I'll speak to my experience in the social sciences, and others are free to add their experiences from other disciplines. I see your question as part of a bigger question: more than scientometrics, when did quantification become prominent? And within what context? A recent paper published in The American Sociologist (https://link.springer.com/article/10.1007/s12108-017-9348-y) gives some insight to the question. The move towards quantification was gradual in America, from the 1960s onwards, when governments and institutions (i.e. Ford) began pouring more funding into quantitative research and essentially allowed it to become a privileged method of knowledge production.
People started inspecting results, doing research, and even seeing reality in different ways, where everything was broken down into data. This was a big deal in the social sciences. We were beginning to measure what had been unmeasurable. New subdisciplines were springing up. But we needed a way to order and evaluate these rapidly growing disciplines. Impact factors entered into this picture down the line. They complemented these changes by providing an effective way of quantifying and measuring output, and, by extension, prestige.

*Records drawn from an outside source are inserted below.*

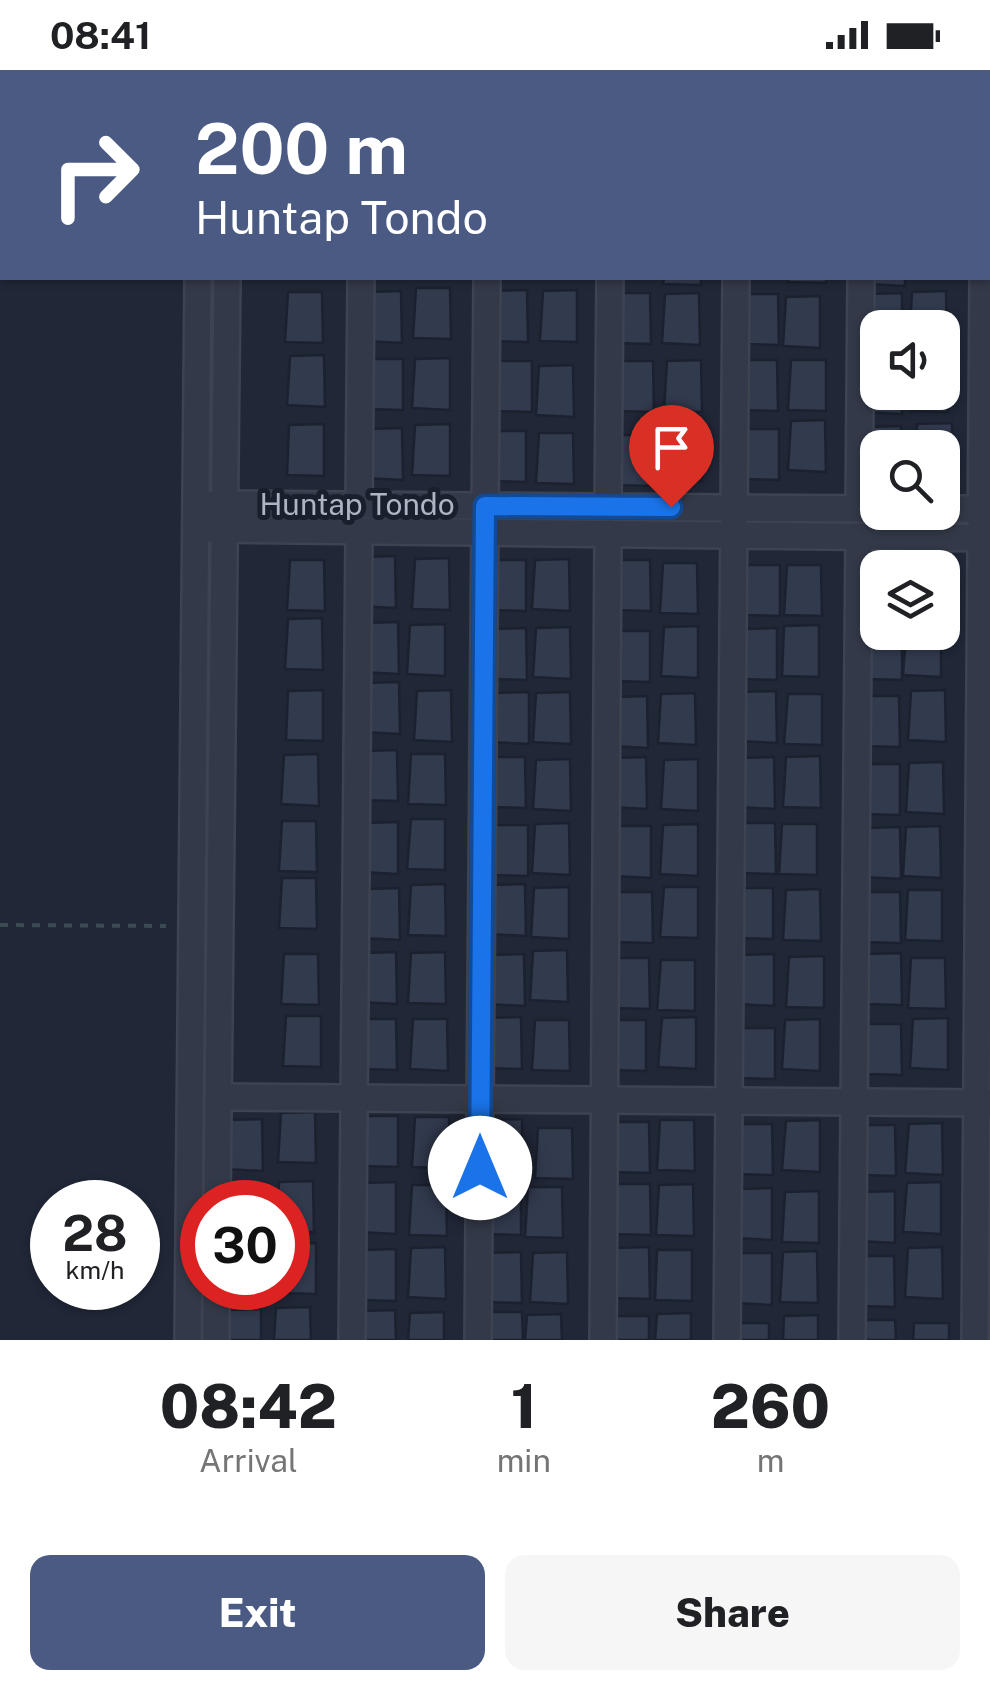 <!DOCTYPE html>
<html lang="en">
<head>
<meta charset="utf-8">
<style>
  :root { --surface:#fff; --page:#f6f6f6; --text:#202124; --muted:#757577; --accent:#4b5a83 }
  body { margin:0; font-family:"Public Sans",sans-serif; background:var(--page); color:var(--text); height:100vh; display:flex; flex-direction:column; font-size:38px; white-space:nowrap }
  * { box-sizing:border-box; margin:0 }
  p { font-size:32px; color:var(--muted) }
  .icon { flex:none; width:55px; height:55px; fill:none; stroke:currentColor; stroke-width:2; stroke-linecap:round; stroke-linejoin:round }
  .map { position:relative; height:1270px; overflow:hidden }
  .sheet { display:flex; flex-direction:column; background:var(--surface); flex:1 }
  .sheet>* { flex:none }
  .top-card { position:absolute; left:0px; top:0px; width:990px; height:210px; box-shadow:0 2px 8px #0004; background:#4b5a83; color:#fff; overflow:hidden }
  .fabs { position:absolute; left:860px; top:240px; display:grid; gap:20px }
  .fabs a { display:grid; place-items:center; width:100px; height:100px; border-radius:20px; background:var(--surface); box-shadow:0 2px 8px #0004; font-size:50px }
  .speed { position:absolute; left:30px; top:1110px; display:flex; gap:20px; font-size:50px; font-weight:700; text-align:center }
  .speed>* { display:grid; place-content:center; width:130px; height:130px; border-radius:50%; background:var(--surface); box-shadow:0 2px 8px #0004; line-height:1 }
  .speed small { font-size:25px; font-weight:400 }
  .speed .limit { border:15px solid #d22; background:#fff; color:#111 }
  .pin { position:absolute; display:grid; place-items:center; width:85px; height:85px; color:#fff; margin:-102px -42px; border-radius:50% 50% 50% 0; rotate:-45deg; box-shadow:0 0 10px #0007 }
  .pin .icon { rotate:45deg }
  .me { position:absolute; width:110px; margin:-55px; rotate:0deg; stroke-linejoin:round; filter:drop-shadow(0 0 8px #0008) }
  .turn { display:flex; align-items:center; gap:35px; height:210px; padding:0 30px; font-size:45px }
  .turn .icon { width:130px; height:130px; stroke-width:2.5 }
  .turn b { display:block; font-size:70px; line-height:85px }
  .eta { display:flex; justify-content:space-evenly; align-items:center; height:170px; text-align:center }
  .eta b { font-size:60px; font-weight:800; line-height:70px }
  .cta { display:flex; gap:20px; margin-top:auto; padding:20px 30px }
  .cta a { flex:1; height:115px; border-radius:20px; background:var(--accent); color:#fff; font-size:40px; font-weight:800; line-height:115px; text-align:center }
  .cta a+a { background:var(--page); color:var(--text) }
  .status { display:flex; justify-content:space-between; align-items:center; height:70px; padding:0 50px; background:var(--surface); direction:ltr }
  .status svg { height:28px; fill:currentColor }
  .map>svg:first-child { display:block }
</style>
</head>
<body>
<div class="status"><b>08:41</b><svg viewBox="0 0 49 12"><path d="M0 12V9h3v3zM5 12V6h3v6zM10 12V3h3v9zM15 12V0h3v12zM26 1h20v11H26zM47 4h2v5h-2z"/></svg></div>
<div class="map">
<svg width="990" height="1270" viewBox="0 0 990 1270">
  <rect width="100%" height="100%" fill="#202737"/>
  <g fill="#323a4e" stroke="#1b212e" stroke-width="2.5">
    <path d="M664,208H701V215L663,214Z"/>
    <path d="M789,208H826V213L788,212Z"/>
    <path d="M868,208H905V216L867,214Z"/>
    <path d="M416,218H450L451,269L413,268Z"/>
    <path d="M527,220L528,272L490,271L493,221Z"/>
    <path d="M577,220V272L540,271L543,221Z"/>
    <path d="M401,221L402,273L364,271L367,222Z"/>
    <path d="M946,221L947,273H942V258H910L912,222Z"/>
    <path d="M288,222H322L323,273L285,272Z"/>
    <path d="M616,223H650L651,274L613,273Z"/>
    <path d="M699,223L700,275L662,273L665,224Z"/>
    <path d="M902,223V258H878V274L865,273L868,224Z"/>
    <path d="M744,224H778L779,275L741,274Z"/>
    <path d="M820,226V278L783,276L786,227Z"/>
    <path d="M324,285L325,337L287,335L290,286Z"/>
    <path d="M450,288V340L412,338L415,289Z"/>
    <path d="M369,289H403V340L366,339Z"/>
    <path d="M701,290L702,342L664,341L667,291Z"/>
    <path d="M743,290H777L778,341L740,340Z"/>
    <path d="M791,290H826V341L788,340Z"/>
    <path d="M498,291H532V342L495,341Z"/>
    <path d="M619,291H653L654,342L616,341Z"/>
    <path d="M942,291H948V342L911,341L912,322H942Z"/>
    <path d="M867,293H878V322H902V344L864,342Z"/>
    <path d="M573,295L574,347L536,345L539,296Z"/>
    <path d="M825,350L826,402L788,400L791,351Z"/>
    <path d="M952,353V405L942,404V378H916L917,354Z"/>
    <path d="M324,354V406L287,405L289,355Z"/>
    <path d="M450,354V406L412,405L415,355Z"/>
    <path d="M901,356L902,378H878V407L864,406L867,357Z"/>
    <path d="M402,358L403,410L365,408L368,359Z"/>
    <path d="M702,359V411L664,409L667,360Z"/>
    <path d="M745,359H779V410L741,409Z"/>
    <path d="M491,361H526V412L488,411Z"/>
    <path d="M539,363H573L574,414L536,413Z"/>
    <path d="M617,365H651V416L614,415Z"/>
    <path d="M395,486L396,538L358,536L362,487Z"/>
    <path d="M449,488L450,540L412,539L415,489Z"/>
    <path d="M569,489L570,541L532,539L535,490Z"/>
    <path d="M290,490H324L325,541L287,540Z"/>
    <path d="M491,490H526V541L488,540Z"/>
    <path d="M616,490H650L651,541L613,540Z"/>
    <path d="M663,493H697L698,544L660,543Z"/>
    <path d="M904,493V498H878V544L867,543L870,494Z"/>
    <path d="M746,495H780V546L743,545Z"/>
    <path d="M787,495H821L822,546L784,545Z"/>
    <path d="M946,495L947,547H942V498H912Z"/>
    <path d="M322,548L323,600L285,599L288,549Z"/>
    <path d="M398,552L399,604L361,602L364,553Z"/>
    <path d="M445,554V606L407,604L410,555Z"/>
    <path d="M819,555V607L782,606L784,556Z"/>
    <path d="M698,556V608L661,606L664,557Z"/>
    <path d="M570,557L571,609L533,607L536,558Z"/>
    <path d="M526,558L527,610L489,609L492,559Z"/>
    <path d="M777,558V610L740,609L743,559Z"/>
    <path d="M868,559L902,562V610L865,609Z"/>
    <path d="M616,561H650V612L613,611Z"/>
    <path d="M906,562H941V607L903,605Z"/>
    <path d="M399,612L400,664L362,662L365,613Z"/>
    <path d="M323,620V671L286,670L288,621Z"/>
    <path d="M451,620L452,672L414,670L417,621Z"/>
    <path d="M945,620L946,672L908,670L911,621Z"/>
    <path d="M776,621L777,673L739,671L742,622Z"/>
    <path d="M529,622V674L491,672L494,623Z"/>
    <path d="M570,622L571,674L533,672L536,623Z"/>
    <path d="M695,623L696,675L658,673L661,624Z"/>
    <path d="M788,624H822V675L784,674Z"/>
    <path d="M647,626L648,678L610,676L613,627Z"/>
    <path d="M865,626H899L900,677L862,676Z"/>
    <path d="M397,680L398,731L360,730L363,681Z"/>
    <path d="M318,684L319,736L281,734L284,685Z"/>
    <path d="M411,684H445L446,735L408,734Z"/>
    <path d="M820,686L821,738L783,737L786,687Z"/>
    <path d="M491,687H525L526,738L488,737Z"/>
    <path d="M646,687L647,739L609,737L612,688Z"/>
    <path d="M774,687L775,739L737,737L740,688Z"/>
    <path d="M570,689L571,741L533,739L536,690Z"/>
    <path d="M698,689V741L661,739L664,690Z"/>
    <path d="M943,692L944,744L906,742L909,693Z"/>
    <path d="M866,694H900V745L862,744Z"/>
    <path d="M411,749H445V800L407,799Z"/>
    <path d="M282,751H316L317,802L279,801Z"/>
    <path d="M398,752V804L360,802L363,753Z"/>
    <path d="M569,753L570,805L532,803L535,754Z"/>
    <path d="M741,753H775L776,804L738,803Z"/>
    <path d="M698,754V806L660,804L663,755Z"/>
    <path d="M782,754H817V805L779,804Z"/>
    <path d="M493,755H528V806L490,805Z"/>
    <path d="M616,756H651V808L613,806Z"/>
    <path d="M940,756L941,808L903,806L906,757Z"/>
    <path d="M900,757L901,809L863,807L866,758Z"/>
    <path d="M282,808H316L317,859L279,858Z"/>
    <path d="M445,814L446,866L408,865L411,815Z"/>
    <path d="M525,814L526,866L488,864L491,815Z"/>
    <path d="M569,817V869L531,867L534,818Z"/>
    <path d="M664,817H698V868L660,867Z"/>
    <path d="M399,818L400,870L362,868L365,819Z"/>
    <path d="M739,818H773V869L736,868Z"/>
    <path d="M820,819L821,871L783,870L786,820Z"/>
    <path d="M908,820H942V871L905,870Z"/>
    <path d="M618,822H652L653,873L615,872Z"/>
    <path d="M866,822H900L901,873L863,872Z"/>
    <path d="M567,880L568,932L530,930L533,881Z"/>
    <path d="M396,882L397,934L359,932L362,883Z"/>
    <path d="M445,882L446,934L408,933L411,883Z"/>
    <path d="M901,883L902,935L864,934L867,884Z"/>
    <path d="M284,884H318L319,935L281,934Z"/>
    <path d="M524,884L525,936L487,934L490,885Z"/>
    <path d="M774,884V936L736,934L739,885Z"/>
    <path d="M824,886V938L786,937L789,887Z"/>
    <path d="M615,888H649L650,939L612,938Z"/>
    <path d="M911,888H945L946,939L908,938Z"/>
    <path d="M661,890H695V941L657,940Z"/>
    <path d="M286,946H321V997L283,996Z"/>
    <path d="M521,947L522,999L484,998L487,948Z"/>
    <path d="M696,947V999L658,997L662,948Z"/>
    <path d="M948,948V1000L910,998L913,949Z"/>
    <path d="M362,949H396L397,1000L359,999Z"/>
    <path d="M413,949H447L448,1001L410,999Z"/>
    <path d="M820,949V1001L782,999L785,950Z"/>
    <path d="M535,950H569L570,1001L532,1000Z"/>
    <path d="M611,950H646V1001L608,1000Z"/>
    <path d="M867,954H901L902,1005L864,1004Z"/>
    <path d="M741,958H775V1009L737,1008Z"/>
    <path d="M315,1042L316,1093L278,1092L281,1043Z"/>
    <path d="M364,1046H398V1097L360,1096Z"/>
    <path d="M415,1047H449L450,1098L412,1097Z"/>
    <path d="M262,1049L263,1101L225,1099L228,1050Z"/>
    <path d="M522,1049V1100L485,1099L488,1050Z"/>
    <path d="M660,1050H694L695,1101L657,1100Z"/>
    <path d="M820,1050V1102L782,1100L786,1051Z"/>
    <path d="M615,1052H649L650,1103L612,1102Z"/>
    <path d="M942,1053L943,1105L905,1103L909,1054Z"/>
    <path d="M738,1054H772L773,1105L735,1104Z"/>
    <path d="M861,1055H895L896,1106L858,1105Z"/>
    <path d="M538,1058H572L573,1109L535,1108Z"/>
    <path d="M313,1111L314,1162H288V1132H278L279,1112Z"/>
    <path d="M396,1112V1164L358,1162L361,1113Z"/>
    <path d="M941,1112V1164L903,1162L907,1113Z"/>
    <path d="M263,1114V1132H227L229,1115Z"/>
    <path d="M487,1114H521V1165L483,1164Z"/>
    <path d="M616,1114H650L651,1165L613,1164Z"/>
    <path d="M693,1114L694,1166L656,1165L659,1115Z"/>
    <path d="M412,1115H446L447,1166L409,1165Z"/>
    <path d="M528,1117H562L563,1168L525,1167Z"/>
    <path d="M772,1118V1170L735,1168L738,1119Z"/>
    <path d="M819,1121V1173L782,1172L785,1122Z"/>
    <path d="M895,1121V1173L858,1171L861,1122Z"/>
    <path d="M316,1173V1224L278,1223L279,1218H288V1174Z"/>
    <path d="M445,1177L446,1229L408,1227L411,1178Z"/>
    <path d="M649,1177L650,1229L612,1228L615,1178Z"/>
    <path d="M942,1177L943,1229L905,1227L908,1178Z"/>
    <path d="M396,1179V1231L359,1230L362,1180Z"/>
    <path d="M657,1180H692V1231L655,1230Z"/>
    <path d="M817,1181L818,1233L780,1232L783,1182Z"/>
    <path d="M521,1182L522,1233L484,1232L487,1183Z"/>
    <path d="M567,1182L568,1234L530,1232L533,1183Z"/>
    <path d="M737,1183H772V1235L734,1233Z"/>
    <path d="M860,1186H894L895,1237L857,1236Z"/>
    <path d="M226,1218H263V1229L225,1228Z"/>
    <path d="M310,1237L311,1270H274L276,1238Z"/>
    <path d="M261,1239V1270H224L226,1240Z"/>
    <path d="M395,1240L396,1270H359L361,1241Z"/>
    <path d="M444,1242V1270H408L410,1243Z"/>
    <path d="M488,1242H522L523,1270H486Z"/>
    <path d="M691,1243V1270H655L657,1244Z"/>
    <path d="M561,1244L562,1270H525L527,1245Z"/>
    <path d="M818,1245V1270H783L784,1246Z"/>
    <path d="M614,1246H649V1270H613Z"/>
    <path d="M861,1250H895L896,1270H860Z"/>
    <path d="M735,1253H769V1270H734Z"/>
    <path d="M914,1253H949V1270H913Z"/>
  </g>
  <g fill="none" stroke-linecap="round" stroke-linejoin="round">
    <g stroke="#3d4351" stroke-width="30">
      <g id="street">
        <path d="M200,2V0"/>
        <path d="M230,2V0"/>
        <path d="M363,2V0"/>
        <path d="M488,2V0"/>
        <path d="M611,2V0"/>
        <path d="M738,2V0"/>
        <path d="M863,2V0"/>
        <path d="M985,2V0"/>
        <path d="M211,434L878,439"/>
        <path d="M359,435L361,208"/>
        <path d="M608,437L610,208"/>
        <path d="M859,439L861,208"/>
        <path d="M942,439H990"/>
        <path d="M211,459L990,468"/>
        <path d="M218,1027L990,1033"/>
        <path d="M217,1132L227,208"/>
        <path d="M188,1270L198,208"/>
        <path d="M216,1270V1218"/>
        <path d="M352,1270L359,461"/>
        <path d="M478,1270L487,208"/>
        <path d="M603,1270L608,463"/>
        <path d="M727,1270L736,208"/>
        <path d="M852,1270L859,466"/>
        <path d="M975,1270L983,208"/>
      </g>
    </g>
    <path stroke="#3a4c51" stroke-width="4" stroke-dasharray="8 8" stroke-linecap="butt" d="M0,855L166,856"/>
    <use href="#street" stroke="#333948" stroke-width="25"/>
  </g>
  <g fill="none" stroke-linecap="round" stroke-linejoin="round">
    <g stroke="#114b97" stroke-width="25">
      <path id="route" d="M480,1098L485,436L671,437"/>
    </g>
    <use href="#route" stroke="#1a73e8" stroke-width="18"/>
  </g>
  <g text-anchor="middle" stroke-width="10" stroke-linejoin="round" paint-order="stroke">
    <g font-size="30" fill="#aeb4c4" stroke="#191f2c">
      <text x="357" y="445">Huntap Tondo</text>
    </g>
  </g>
</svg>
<div class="fabs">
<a><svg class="icon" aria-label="sound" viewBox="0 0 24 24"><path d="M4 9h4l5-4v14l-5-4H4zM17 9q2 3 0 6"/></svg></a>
<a><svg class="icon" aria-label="search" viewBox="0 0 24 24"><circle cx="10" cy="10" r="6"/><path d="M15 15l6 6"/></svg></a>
<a><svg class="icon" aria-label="layers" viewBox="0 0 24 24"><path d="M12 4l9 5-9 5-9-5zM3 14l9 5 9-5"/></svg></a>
</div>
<div class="speed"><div>28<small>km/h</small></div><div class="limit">30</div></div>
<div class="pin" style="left:671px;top:437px;background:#d93025"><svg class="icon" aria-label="arrive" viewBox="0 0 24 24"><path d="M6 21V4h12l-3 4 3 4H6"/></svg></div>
<svg class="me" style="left:480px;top:1098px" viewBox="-20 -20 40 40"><circle r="19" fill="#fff"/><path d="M0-13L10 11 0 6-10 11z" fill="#1a73e8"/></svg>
<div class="top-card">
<div class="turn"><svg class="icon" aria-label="right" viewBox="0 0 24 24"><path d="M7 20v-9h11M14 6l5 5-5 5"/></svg><div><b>200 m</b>Huntap Tondo</div></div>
</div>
</div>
<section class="sheet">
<div class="eta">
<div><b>08:42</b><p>Arrival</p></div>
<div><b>1</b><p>min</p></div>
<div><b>260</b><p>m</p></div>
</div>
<div class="cta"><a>Exit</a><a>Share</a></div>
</section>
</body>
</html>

By contrast, in places where this quantification didn't happen the same way (Europe), impact factors are not used or referred to widely. In Europe, prestige has traditionally been more known, than it is measured in a quantitative sense. Rather, impact factors surely still exist, but don't carry the same weight. Particular journals and publishers, for instance, carry old-school, sedimented prestige from having published notable scholars in the past, etc. Today, this picture is beginning to change, and for the same reasons it did in America in the past. "Big-data" and quantification has begun dominating more funding, attention, and research, so impact factors are also becoming a bigger deal.